WORK ORDER
Return each line of the data that follows exactly as it reads.

DATASET CONTENT
>>

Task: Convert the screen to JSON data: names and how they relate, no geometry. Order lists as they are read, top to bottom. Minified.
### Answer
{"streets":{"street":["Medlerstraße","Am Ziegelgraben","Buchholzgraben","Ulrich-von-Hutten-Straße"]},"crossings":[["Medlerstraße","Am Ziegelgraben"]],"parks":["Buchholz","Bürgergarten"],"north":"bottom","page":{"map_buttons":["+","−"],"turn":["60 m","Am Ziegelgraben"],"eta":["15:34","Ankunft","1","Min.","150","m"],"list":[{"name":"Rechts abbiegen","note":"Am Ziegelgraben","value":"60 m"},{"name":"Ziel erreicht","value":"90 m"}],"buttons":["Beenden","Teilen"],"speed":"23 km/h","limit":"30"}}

<<

RESPONSE AREA
Task: Convert the screen to JSON data: names and how they relate, no geometry. Order lists as they are read, top to bottom. Minified.
### Answer
{"streets":{"street":["Medlerstraße","Am Ziegelgraben","Buchholzgraben","Ulrich-von-Hutten-Straße"]},"crossings":[["Medlerstraße","Am Ziegelgraben"]],"parks":["Buchholz","Bürgergarten"],"north":"bottom","page":{"map_buttons":["+","−"],"turn":["60 m","Am Ziegelgraben"],"eta":["15:34","Ankunft","1","Min.","150","m"],"list":[{"name":"Rechts abbiegen","note":"Am Ziegelgraben","value":"60 m"},{"name":"Ziel erreicht","value":"90 m"}],"buttons":["Beenden","Teilen"],"speed":"23 km/h","limit":"30"}}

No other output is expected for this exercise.